====== DATASET CONTENT

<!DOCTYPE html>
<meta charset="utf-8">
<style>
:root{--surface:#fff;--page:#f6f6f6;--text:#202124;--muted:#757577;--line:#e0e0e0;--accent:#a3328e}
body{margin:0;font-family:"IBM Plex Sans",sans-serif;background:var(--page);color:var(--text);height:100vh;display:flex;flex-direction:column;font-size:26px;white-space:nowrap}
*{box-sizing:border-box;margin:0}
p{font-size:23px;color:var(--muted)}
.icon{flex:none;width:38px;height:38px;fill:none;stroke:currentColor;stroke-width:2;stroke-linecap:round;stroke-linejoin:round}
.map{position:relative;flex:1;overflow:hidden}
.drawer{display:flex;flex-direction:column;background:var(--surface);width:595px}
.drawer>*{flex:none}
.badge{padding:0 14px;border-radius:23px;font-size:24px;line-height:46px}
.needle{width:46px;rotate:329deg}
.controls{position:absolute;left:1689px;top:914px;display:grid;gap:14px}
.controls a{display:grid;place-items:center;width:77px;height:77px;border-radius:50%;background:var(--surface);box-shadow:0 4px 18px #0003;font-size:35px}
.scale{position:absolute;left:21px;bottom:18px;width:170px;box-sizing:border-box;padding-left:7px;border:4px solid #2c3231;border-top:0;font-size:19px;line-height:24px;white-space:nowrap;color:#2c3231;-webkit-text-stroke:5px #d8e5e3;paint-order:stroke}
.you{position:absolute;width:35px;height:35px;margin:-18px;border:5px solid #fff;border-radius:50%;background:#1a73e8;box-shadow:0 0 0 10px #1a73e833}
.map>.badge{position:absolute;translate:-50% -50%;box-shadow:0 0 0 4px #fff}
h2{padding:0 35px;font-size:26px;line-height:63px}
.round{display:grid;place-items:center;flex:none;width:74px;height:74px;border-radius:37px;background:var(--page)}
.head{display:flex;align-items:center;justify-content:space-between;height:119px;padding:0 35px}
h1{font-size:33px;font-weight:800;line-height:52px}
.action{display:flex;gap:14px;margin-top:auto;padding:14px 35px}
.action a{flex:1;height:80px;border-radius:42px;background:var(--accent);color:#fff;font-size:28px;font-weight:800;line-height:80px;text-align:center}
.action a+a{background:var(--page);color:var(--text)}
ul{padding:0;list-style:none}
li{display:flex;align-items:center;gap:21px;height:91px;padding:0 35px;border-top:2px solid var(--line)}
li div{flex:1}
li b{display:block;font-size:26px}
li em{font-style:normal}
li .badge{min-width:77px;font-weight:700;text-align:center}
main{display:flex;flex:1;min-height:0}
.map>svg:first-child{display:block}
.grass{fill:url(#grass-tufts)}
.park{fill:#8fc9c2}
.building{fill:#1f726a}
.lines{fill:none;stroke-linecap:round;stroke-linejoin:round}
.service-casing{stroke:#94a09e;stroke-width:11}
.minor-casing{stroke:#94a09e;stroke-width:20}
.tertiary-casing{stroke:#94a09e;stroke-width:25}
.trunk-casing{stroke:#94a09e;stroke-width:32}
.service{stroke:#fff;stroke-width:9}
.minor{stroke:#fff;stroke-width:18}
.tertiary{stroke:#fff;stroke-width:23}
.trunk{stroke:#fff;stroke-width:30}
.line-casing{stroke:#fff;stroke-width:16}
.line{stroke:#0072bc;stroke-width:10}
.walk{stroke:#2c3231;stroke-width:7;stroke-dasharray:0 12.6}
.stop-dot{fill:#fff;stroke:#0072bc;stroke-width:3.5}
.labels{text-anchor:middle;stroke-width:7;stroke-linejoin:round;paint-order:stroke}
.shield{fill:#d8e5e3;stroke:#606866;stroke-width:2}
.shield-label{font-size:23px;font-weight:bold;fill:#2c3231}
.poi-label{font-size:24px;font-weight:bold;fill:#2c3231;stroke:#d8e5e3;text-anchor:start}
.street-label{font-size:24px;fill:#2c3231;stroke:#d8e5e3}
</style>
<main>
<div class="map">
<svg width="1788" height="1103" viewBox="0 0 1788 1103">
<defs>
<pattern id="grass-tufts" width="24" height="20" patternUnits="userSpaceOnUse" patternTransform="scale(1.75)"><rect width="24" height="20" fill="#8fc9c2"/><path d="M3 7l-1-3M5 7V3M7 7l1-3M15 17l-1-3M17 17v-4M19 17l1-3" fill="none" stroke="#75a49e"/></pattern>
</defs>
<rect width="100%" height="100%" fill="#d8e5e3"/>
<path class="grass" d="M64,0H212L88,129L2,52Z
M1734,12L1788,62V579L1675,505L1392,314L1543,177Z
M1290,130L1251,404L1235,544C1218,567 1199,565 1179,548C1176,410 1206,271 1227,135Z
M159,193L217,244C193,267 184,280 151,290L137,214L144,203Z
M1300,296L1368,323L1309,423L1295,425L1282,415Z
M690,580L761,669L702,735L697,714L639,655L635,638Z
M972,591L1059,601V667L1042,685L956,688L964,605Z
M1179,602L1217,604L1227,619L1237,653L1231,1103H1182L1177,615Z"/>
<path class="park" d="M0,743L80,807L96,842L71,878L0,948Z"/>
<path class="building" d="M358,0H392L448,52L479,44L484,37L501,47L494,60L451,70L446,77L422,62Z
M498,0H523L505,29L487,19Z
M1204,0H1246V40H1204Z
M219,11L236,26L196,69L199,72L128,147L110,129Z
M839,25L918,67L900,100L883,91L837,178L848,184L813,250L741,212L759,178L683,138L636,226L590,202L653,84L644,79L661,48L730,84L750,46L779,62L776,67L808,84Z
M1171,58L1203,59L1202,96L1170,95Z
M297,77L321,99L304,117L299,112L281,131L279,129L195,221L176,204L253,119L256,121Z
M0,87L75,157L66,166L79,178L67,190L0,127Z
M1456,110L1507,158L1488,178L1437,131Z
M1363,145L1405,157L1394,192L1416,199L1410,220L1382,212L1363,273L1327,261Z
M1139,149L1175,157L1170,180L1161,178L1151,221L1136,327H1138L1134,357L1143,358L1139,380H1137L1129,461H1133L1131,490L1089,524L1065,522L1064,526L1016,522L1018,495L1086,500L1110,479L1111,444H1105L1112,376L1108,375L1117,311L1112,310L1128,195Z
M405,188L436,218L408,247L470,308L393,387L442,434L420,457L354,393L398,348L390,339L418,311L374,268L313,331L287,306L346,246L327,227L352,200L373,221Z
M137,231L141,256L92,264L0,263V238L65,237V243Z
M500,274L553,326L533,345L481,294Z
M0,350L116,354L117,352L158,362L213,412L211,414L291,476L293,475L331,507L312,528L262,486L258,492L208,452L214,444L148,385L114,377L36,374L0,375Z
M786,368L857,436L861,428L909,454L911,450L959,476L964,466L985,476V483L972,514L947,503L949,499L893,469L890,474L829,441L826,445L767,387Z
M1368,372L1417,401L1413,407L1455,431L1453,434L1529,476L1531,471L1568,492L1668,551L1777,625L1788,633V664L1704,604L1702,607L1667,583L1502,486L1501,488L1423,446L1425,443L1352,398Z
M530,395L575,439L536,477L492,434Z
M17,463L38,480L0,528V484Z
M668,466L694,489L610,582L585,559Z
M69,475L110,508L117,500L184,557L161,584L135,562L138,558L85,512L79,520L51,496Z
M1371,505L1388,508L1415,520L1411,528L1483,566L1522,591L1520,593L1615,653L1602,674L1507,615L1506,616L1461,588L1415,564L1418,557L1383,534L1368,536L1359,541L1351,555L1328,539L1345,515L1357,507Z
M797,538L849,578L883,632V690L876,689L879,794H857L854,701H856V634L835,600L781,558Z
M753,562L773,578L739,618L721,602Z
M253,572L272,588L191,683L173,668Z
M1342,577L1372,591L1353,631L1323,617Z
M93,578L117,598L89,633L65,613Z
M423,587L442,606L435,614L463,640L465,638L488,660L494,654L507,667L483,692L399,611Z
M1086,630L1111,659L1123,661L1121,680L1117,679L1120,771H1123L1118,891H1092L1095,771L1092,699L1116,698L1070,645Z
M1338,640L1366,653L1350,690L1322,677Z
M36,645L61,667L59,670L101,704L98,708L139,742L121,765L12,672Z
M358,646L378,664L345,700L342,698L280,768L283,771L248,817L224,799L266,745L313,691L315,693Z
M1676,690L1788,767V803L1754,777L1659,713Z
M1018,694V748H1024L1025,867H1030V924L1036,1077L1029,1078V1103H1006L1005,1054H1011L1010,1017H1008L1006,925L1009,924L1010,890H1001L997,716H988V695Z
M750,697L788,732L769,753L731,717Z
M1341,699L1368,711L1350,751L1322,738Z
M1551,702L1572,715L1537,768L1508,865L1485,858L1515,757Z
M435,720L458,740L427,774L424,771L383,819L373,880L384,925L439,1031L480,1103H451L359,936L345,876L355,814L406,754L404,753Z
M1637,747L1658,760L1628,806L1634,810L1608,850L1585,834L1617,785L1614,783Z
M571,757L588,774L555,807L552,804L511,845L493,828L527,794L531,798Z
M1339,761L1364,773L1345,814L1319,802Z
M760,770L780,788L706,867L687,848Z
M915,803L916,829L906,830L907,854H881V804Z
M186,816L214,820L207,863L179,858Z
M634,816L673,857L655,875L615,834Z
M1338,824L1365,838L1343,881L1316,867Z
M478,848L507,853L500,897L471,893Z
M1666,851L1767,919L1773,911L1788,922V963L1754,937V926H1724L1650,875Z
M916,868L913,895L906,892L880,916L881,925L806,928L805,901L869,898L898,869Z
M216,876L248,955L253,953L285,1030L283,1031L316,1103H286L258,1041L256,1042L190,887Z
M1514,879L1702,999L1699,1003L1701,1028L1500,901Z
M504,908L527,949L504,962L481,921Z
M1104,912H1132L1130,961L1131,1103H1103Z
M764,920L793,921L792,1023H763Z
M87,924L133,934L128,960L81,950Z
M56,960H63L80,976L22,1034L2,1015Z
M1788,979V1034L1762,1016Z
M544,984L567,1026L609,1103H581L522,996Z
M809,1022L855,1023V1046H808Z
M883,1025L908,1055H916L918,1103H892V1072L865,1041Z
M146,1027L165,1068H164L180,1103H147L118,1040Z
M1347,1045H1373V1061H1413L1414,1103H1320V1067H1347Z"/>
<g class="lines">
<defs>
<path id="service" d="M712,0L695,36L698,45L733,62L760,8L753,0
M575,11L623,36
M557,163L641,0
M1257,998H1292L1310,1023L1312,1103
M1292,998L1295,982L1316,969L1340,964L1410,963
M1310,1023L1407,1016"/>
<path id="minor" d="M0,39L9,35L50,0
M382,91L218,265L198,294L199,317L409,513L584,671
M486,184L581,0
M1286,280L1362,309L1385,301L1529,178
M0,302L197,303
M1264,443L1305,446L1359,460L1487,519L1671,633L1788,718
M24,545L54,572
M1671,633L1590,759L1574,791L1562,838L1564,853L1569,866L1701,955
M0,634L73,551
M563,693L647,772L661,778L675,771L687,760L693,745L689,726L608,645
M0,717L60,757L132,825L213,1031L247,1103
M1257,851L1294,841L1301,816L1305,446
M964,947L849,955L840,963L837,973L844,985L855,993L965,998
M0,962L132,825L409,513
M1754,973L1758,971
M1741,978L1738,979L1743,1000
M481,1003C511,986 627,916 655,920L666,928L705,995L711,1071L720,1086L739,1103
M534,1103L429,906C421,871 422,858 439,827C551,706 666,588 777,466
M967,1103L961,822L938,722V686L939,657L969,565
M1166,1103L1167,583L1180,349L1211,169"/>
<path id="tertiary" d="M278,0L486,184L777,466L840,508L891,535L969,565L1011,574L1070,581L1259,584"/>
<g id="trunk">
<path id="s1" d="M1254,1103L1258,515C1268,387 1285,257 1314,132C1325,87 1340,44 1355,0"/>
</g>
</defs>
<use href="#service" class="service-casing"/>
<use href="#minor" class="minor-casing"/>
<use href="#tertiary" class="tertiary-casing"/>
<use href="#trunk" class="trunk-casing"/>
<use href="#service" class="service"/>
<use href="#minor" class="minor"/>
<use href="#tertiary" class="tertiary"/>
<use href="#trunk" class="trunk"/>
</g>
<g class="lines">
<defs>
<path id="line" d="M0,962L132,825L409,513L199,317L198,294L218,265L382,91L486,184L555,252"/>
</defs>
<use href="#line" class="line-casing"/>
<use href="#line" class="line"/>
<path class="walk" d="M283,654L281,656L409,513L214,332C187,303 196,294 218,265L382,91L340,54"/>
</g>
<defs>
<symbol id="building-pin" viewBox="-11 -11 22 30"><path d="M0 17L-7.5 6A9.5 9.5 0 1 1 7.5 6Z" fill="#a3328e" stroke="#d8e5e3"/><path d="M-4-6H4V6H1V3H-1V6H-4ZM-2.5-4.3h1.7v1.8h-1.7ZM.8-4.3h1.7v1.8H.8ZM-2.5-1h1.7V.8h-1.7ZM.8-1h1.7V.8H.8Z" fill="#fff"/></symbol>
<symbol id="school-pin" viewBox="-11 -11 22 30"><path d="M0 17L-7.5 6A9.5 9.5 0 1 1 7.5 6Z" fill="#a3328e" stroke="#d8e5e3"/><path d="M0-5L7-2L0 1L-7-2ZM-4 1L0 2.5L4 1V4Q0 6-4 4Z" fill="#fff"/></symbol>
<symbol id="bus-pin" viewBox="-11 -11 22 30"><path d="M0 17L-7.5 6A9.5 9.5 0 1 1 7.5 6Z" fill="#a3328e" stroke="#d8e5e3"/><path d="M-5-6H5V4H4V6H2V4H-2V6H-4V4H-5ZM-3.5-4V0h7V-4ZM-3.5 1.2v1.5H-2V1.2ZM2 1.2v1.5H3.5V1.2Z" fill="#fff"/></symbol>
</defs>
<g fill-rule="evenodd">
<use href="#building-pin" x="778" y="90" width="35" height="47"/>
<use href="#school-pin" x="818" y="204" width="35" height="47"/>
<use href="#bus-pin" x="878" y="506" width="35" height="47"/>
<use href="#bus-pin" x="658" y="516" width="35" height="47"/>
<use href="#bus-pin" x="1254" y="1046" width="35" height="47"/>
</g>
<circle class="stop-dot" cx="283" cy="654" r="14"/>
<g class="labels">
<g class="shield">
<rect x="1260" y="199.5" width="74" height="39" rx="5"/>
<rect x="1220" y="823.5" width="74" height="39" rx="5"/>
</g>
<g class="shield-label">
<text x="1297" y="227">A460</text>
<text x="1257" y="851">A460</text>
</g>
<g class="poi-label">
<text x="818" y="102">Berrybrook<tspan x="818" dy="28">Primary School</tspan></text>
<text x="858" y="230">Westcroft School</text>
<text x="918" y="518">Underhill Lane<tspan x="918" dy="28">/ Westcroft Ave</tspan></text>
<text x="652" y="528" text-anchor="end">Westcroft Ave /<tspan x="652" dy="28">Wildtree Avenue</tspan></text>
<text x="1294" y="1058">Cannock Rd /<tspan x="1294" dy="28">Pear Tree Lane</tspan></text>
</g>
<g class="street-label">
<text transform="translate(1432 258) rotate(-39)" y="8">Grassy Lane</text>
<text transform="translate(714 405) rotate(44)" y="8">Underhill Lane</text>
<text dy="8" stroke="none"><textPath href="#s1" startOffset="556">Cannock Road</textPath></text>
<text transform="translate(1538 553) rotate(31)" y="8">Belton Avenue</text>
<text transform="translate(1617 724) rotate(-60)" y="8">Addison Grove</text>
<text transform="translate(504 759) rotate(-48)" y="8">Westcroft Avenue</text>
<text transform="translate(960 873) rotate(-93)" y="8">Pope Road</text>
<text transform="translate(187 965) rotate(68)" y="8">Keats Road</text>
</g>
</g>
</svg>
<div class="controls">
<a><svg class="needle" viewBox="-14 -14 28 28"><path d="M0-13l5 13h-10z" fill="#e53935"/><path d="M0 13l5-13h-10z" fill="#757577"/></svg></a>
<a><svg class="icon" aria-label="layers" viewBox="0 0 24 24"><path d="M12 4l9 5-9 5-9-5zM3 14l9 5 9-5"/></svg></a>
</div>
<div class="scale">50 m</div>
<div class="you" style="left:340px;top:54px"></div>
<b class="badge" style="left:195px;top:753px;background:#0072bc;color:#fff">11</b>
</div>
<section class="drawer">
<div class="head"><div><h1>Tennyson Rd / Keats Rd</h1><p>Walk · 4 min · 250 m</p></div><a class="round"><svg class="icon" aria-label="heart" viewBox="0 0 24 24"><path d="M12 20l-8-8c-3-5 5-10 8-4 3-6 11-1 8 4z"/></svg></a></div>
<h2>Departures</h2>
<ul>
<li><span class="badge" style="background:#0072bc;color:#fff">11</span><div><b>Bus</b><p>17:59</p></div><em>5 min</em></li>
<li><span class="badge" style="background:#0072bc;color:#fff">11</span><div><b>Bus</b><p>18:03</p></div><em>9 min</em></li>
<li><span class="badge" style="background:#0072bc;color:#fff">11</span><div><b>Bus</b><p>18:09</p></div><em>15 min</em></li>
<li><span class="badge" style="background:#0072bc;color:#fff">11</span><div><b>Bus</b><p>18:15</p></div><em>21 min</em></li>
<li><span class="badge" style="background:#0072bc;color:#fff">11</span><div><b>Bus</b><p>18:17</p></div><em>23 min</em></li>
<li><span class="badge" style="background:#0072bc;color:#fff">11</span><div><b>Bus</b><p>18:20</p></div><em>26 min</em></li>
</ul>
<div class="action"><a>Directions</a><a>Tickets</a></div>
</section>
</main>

============

EXERCISE DETAILS |
Within the entries above, find every line where the string "linecap" occurs, and copy it.

SOLUTION |
.icon{flex:none;width:38px;height:38px;fill:none;stroke:currentColor;stroke-width:2;stroke-linecap:round;stroke-linejoin:round}
.lines{fill:none;stroke-linecap:round;stroke-linejoin:round}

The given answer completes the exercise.